Dia mengacu pada data Komisioner Tinggi Perserikatan Bangsa-Bangsa untuk Pengungsi (UNHCR), yang memperkirakan 10,9 juta orang di Asia Pasifik terancam terusir tahun ini akibat berbagai faktor, mulai dari konflik, perubahan iklim, hingga kesulitan ekonomi.
“Pelaku kejahatan tindak pidana perdagangan orang juga semakin canggih, menggunakan teknologi untuk melakukan aksi mereka sehingga semakin sulit untuk diidentifikasi. Para korban, khususnya perempuan, semakin rentan mengalami kekerasan,” tutur dia.
Karena itu, menurut Retno, Bali Process harus mampu beradaptasi terhadap tantangan yang semakin berkembang dengan memperkuat upaya pencegahan TPPO dan memerangi penyalahgunaan teknologi.
Seruan yang sama dia sampaikan di dalam pertemuan GABF.
Pada pertemuan itu, Retno mengatakan dunia usaha harus berperan mengatasi tindak pidana perdagangan manusia dan kerja paksa dalam kegiatan usaha dan rantai pasok mereka.
Berdasarkan data Organisasi Perburuhan Internasional (ILO), setiap hari terdapat 27,6 juta orang yang menjadi korban kerja paksa, yang mayoritas dari kasus tersebut bermula dari buruknya proses rekrutmen —termasuk yang dilakukan melalui TPPO.
“Saya juga menekankan pentingnya kemitraan pemerintah dan sektor swasta untuk memerangi perdagangan orang, serta menggarisbawahi perlunya memberikan perhatian khusus terhadap semakin maraknya online job scams,” kata dia, merujuk pada istilah penipuan berbasis teknologi daring.

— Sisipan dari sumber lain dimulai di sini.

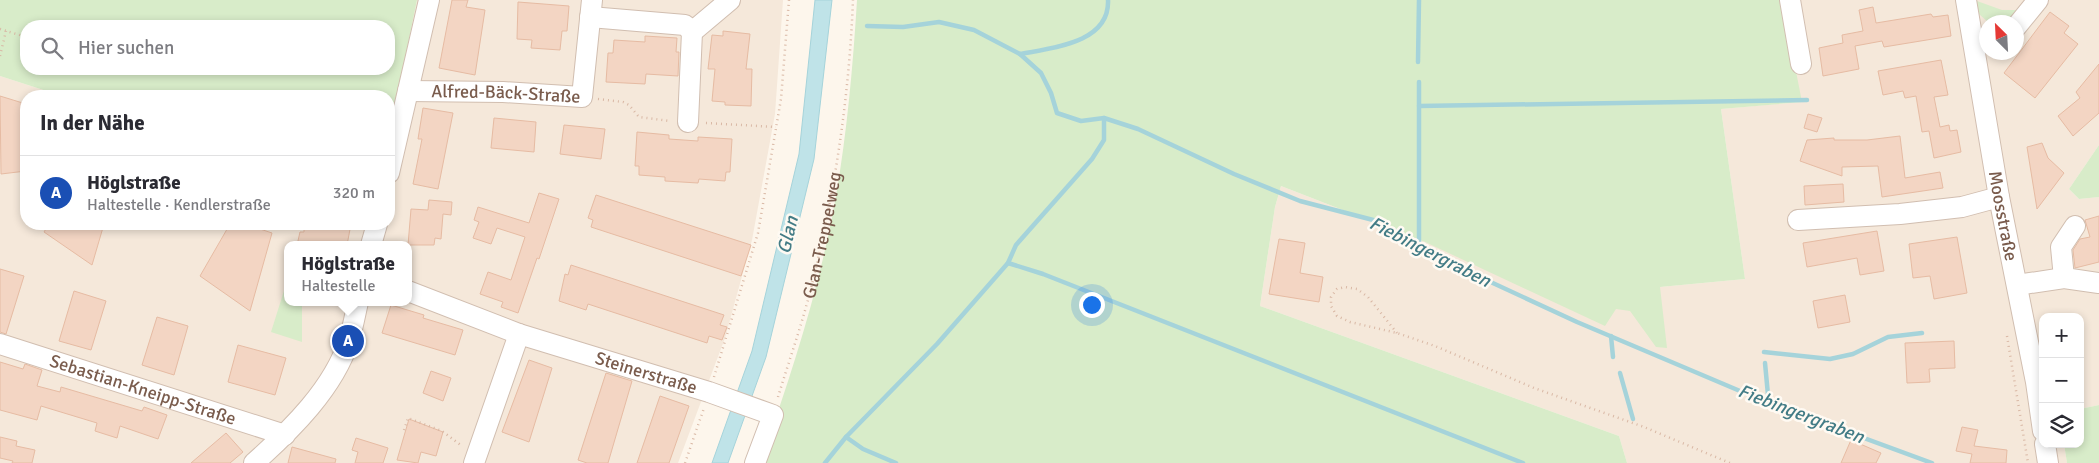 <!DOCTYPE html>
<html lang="de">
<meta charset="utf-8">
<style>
body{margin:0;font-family:Signika,sans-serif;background:#f7f7f7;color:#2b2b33}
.controls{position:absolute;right:15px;bottom:15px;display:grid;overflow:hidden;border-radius:10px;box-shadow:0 2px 8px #0003}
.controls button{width:45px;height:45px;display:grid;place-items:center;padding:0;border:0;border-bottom:1px solid #e1e1e2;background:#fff;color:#2b2b33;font:25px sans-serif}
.compass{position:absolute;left:1979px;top:15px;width:45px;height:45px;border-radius:50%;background:#fff;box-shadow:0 2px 8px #0003;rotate:336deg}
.you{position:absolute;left:1091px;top:304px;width:18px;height:18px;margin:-12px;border:4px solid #fff;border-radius:50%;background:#1a73e8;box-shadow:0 0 0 8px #1a73e833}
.badge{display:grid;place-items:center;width:32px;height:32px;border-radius:50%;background:#e76f51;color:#fff;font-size:16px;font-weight:700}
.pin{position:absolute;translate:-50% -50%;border:2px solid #fff;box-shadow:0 1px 5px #0006}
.popup{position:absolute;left:284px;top:241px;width:128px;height:65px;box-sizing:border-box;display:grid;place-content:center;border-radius:10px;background:#fff;filter:drop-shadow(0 1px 4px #0005);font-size:16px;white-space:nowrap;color:#7c7c81}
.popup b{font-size:19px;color:#2b2b33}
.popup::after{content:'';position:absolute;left:50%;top:100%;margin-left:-10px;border:10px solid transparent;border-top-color:#fff}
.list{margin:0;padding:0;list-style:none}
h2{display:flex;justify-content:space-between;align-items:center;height:65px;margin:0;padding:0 20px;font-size:21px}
h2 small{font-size:16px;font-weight:400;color:#7c7c81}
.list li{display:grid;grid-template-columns:32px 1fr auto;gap:15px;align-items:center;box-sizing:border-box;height:75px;padding:0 20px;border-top:1px solid #e1e1e2}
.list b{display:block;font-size:19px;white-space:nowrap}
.list p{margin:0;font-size:16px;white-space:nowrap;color:#7c7c81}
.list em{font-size:16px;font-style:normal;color:#7c7c81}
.icon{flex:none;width:28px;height:28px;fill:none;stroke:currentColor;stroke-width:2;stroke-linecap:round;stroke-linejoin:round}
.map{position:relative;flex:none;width:2099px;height:463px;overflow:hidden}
.search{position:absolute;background:#fff;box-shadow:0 2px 8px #0003;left:20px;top:20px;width:375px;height:55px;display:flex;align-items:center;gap:12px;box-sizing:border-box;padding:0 18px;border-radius:20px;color:#7c7c81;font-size:19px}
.panel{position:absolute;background:#fff;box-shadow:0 2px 8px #0003;left:20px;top:90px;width:375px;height:140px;border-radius:20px}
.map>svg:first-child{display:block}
.residential{fill:#f5e8da;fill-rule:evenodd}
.green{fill:#d8ecc9;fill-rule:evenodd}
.water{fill:#bfe3e8;stroke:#a5d3da}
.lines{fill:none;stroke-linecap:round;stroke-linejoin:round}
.stream{stroke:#a5d3da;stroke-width:4.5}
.building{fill:#f3d5c3;stroke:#e6bba3}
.minor-casing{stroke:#d1beb0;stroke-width:22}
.path{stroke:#d9b8a5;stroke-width:2.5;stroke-dasharray:1 4;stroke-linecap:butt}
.minor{stroke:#fff;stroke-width:20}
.labels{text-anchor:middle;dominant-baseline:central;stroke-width:5;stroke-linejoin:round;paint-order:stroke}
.street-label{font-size:18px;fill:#7a5c4d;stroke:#fffaf3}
.water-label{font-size:19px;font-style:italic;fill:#437c86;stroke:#fffaf3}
</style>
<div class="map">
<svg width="2099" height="463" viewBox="0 0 2099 463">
<rect width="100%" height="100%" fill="#fdf6ec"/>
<g class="residential">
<path d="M417,0H783L775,114L752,240L725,338L678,463H0V76L62,96H26V224H389V138ZM288,245H408V302H288Z"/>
<path d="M1782,0H2099V145L2069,189L2079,199L2099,197V405L2080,409V317H2043V444H2064L2067,463H1627L1619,436L1260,306L1275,207L1281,186L1425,242L1616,309L1660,287L1745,279L1721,109L1801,102ZM1986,22H2016V52H1986Z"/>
</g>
<g class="green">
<path d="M0,0H417L389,138V96H62L0,76ZM26,26H389V69H26Z"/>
<path d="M857,0H1782L1802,102L1721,109L1745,279L1660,287L1667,348L1656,347L1630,311L1616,309L1605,326L1425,242L1281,186L1275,207L1260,306L1619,436L1627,463H760C791,376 820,287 836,196C847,132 853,66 857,0Z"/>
<polygon points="1977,1 2002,10 2022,10 2010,21 1988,22 1979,14 1974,2"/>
<polygon points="2099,145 2099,197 2079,199 2069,189"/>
<polygon points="288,278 288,302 302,302 302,342 271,332"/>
<polygon points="2099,405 2099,463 2067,463 2064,444 2080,444 2080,409"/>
</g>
<polygon class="water" points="815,0 832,0 814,159 766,357 728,463 712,463 752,351 799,154"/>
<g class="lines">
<g class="stream">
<polyline points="867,26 903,27 939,22 974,30 1020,54 1041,73 1051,93 1057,113 1081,121 1104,118 1138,129 1234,174 1300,201 1377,221 1469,272 1577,322 1766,402 1932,463"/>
<path d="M1020,54C1052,48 1110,43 1108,0"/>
<polyline points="1418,62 1419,0"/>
<polyline points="1419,82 1419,245"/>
<polyline points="1419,106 1807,100"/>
<polyline points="1008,263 1043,274 1523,463"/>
<polyline points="1611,336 1613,357"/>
<polyline points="1764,352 1830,359 1853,354 1888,337 1922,333"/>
<polyline points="1765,363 1768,395 1766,402"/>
<polyline points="1620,373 1633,419"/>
<polyline points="846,437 863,449 896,463"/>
<polyline points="825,463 846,437 937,344 1008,263 1016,245 1092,159 1104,140 1104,118"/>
</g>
</g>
<g class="building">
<polygon points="452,0 468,0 466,7 485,10 475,75 439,68"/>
<polygon points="518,2 569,6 567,31 562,31 560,50 531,48 532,40 517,39"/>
<polygon points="1873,7 1876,23 1931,14 1933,17 1948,15 1951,36 1884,47 1882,41 1855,46 1859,69 1823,76 1819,48 1843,43 1842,35 1863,31 1859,10"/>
<polygon points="2050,12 2069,26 2064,33 2078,44 2035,98 2004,73"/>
<polygon points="723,31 750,34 746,69 752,69 751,106 725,105 725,102 712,101 715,69 708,69 712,35 723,36"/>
<polygon points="645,36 677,38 676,52 679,52 678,76 646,74 645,84 606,82 608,53 613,53 614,40 645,42"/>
<polygon points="1941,60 1948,95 1934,97 1940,127 1949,125 1950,131 1957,130 1961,152 1934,158 1929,131 1922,132 1916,96 1905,98 1903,91 1883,95 1878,71"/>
<polygon points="2099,64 2099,113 2073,136 2058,116 2080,98 2076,92"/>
<polygon points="0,96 26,104 26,171 1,174"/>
<polygon points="423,108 453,113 438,189 413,184 422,139 418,139"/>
<polygon points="1808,114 1822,118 1817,132 1804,128"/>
<polygon points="494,118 536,122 534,152 491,148"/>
<polygon points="564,125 605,129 601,159 560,154"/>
<polygon points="637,132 669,135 669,139 698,141 698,137 732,139 730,172 726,172 725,181 699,179 698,183 665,181 665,177 639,175 639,166 635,166"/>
<polygon points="1900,136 1905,178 1940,172 1943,188 1882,197 1878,166 1842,167 1842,176 1800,161 1807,140 1834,138 1834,140 1867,140"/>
<polygon points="2042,143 2048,158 2064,173 2037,209 2027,147"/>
<polygon points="1843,184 1844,202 1805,205 1804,186"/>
<polygon points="539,193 559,199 539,259 537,258 518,313 501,307 503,302 480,294 488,272 511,280 525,237 497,228 491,244 473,238 479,222 474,220 478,207 529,223"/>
<polygon points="596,195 751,245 741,276 591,227 593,220 588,218"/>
<polygon points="429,200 452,202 451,215 443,214 441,239 435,238 434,245 408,245 411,209 428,210"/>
<polygon points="2099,216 2099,262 2075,268 2073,250 2080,239 2090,237 2085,220"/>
<polygon points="49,224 104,224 92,265 44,232"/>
<polygon points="230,224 245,224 272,233 250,311 200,276"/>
<polygon points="304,224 351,224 347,245 297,245 300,232 304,232"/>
<polygon points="1877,231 1884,271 1860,275 1857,258 1807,267 1803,243"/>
<polygon points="1957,237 1967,293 1934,299 1930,276 1913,278 1909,244"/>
<polygon points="1279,239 1305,243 1300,273 1323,277 1319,302 1269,294"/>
<polygon points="571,265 724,315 720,325 727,327 722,340 709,336 707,343 588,304 586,310 559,301 565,274 568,275"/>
<polygon points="0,269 24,276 6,334 0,332"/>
<polygon points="74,291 106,301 91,350 59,341"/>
<polygon points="1845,295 1850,322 1818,328 1813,301"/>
<polygon points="391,305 424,315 423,318 463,330 455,355 382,333"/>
<polygon points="157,317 188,326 174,375 142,365"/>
<polygon points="1954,341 1955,368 1929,369 1930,382 1907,383 1905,343"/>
<polygon points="238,345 286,358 275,395 228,382"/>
<polygon points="529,360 552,368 529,442 502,432"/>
<polygon points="0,362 23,369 25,364 42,370 37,386 60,392 61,387 142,411 144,407 167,415 158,439 120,426 117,438 95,431 97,423 41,406 37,420 0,410"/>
<polygon points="431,371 451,378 443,401 423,393"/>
<polygon points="606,373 632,381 608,463 587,463 578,460"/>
<polygon points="660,396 689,406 669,463 637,463"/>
<polygon points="409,419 443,432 436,456 421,452 418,463 397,460"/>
<polygon points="1962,427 1978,430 1974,446 2007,450 2006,463 1970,463 1972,454 1956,451"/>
<polygon points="226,433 243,452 230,463 191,463"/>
<polygon points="0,437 17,441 16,446 35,450 32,463 12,463 13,461 0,458"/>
<polygon points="356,438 388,448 383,463 355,463 358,452 352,450"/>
<polygon points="1851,440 1881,453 1876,463 1841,463"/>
<polygon points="292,447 336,459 335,463 288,463"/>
</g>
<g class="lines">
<g class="minor-casing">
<g id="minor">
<polyline points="1790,0 1801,64"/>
<path id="s2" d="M1966,0L1999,197L2036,382L2043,431"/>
<polyline points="590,17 685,25 692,32 688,122"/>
<polyline points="2016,27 2038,0"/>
<polyline points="692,32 730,0"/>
<path id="s3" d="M408,91L503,92L582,97L592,0"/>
<polyline points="389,173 429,0"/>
<polyline points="1798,220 1900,214 1962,207 1999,197"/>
<polyline points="371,245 377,224"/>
<polyline points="2064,278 2061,247 2075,226"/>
<polyline points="2017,285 2064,278 2099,283"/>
<path id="s4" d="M408,291L519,334L709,392L773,415L755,463"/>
<path id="s5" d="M0,344L285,435"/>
<polyline points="2045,444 2048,463"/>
<path d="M254,463C291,430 334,388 349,340C353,327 355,315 358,302"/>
<polyline points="474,463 519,334"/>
</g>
</g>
<g class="path">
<polyline points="0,29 26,37"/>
<polyline points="0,56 6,31"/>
<polyline points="30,96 30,95"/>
<polyline points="598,99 623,102 629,105 639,117 670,121"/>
<polyline points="706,123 776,127"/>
<polyline points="253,227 254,224"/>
<polyline points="1397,333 1368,297 1357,289 1345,287 1337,289 1331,297 1331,306 1337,316 1350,322 1397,333 1435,346 1534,388 1644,427 1730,463"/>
<polyline points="2007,336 2028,463"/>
<polyline points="714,377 758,233 781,99 789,0"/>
<path id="s1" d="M778,397C788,364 800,330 809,296C834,199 849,100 853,0"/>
<polyline points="404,430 408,418 442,431 462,446"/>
<polyline points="685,463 704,408"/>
</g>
<use href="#minor" class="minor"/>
</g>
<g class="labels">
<g class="street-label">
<text stroke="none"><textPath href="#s3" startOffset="98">Alfred-Bäck-Straße</textPath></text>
<text stroke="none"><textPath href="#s2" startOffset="219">Moosstraße</textPath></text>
<text stroke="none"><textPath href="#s1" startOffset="168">Glan-Treppelweg</textPath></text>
<text stroke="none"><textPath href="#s4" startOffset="252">Steinerstraße</textPath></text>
<text stroke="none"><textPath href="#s5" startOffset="150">Sebastian-Kneipp-Straße</textPath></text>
</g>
<g class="water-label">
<text transform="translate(788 235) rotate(-77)">Glan</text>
<text transform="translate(1430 252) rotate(27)">Fiebingergraben</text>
<text transform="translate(1801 414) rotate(21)">Fiebingergraben</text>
</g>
</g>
</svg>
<div class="controls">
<button>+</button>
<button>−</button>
<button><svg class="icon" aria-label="layers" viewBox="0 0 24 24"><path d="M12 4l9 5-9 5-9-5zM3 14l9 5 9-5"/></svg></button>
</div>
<svg class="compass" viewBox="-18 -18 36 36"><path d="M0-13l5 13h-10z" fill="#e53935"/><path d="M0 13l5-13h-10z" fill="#7c7c81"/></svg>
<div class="you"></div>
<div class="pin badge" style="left:348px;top:341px;background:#1a4fb4">A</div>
<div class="popup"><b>Höglstraße</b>Haltestelle</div>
<div class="search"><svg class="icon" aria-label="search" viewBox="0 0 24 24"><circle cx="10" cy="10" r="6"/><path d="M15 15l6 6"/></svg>Hier suchen</div>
<section class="panel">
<h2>In der Nähe<small></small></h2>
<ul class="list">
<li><span class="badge" style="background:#1a4fb4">A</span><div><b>Höglstraße</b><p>Haltestelle · Kendlerstraße</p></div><em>320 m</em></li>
</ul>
</section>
</div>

Dari pertemuan tersebut diperoleh beberapa poin penting, antara lain bahwa krisis ekonomi dan sosial telah berdampak pada peningkatan tindak pidana perdagangan orang dan eksploitasi pekerja serta perlunya memastikan dunia usaha melakukan transparansi rantai pasok
Poin penting lainnya adalah soal rekrutmen yang etis, pelindungan pekerja sebagai upaya untuk memberantas TPPO di sektor swasta; serta kolaborasi pemanfaatan teknologi untuk memerangi perdagangan manusia.
Had a lovely morning walk across the bridge over River Torrens of Adelaide with Premier of South Australia @PMalinauskasMP & Foreign Minister @SenatorWong.
— Menteri Luar Negeri Republik Indonesia (@Menlu_RI) February 9, 2023
Thank you for showing me your home town! pic.twitter.com/3tKDZp6iNH
Sementara itu, Boy Thohir --mewakili kelompok bisnis Indonesia-- yang turut memimpin pertemuan GABF bersama wakil sektor swasta Australia Andrew Forrest, menyampaikan inisiatif penyelenggaraan Tech Forum.
Forum tersebut berfokus pada young techpreneurs dan akan dilaukan pada paruh kedua 2023. Forum teknologi itu disebut akan memberikan langkah konkret kerja sama kalangan usaha dan pemerintah untuk memerangi perdagangan manusia terkait dengan online scams.
Pada pertemuan Bali Process, para menlu negara-negara anggota menegaskan dukungan terhadap pembahasan kejahatan online dan solusi yang dapat diambil serta adopsi Adelaide Strategy of Cooperation 2023, yang merupakan strategi untuk menangani masalah tersebut.
Baca juga: Indonesia jajaki peningkatan kerja sama Australia
Baca juga: Menlu majukan kerja sama pembangunan dengan negara Pasifik
Bali Process, yang dibentuk pada 2002 oleh Indonesia dan Australia, merupakan forum konsultasi regional yang membahas isu TPPO, penyelundupan manusia, dan kejahatan terkait lainnya di kawasan.
Bali Process beranggotakan 45 negara dan entitas serta empat organisasi internasional, yaitu UNHCR, ILO, Organisasi Internasional untuk Migrasi (IOM), dan Kantor PBB untuk Urusan Narkoba dan Kejahatan (UNODC).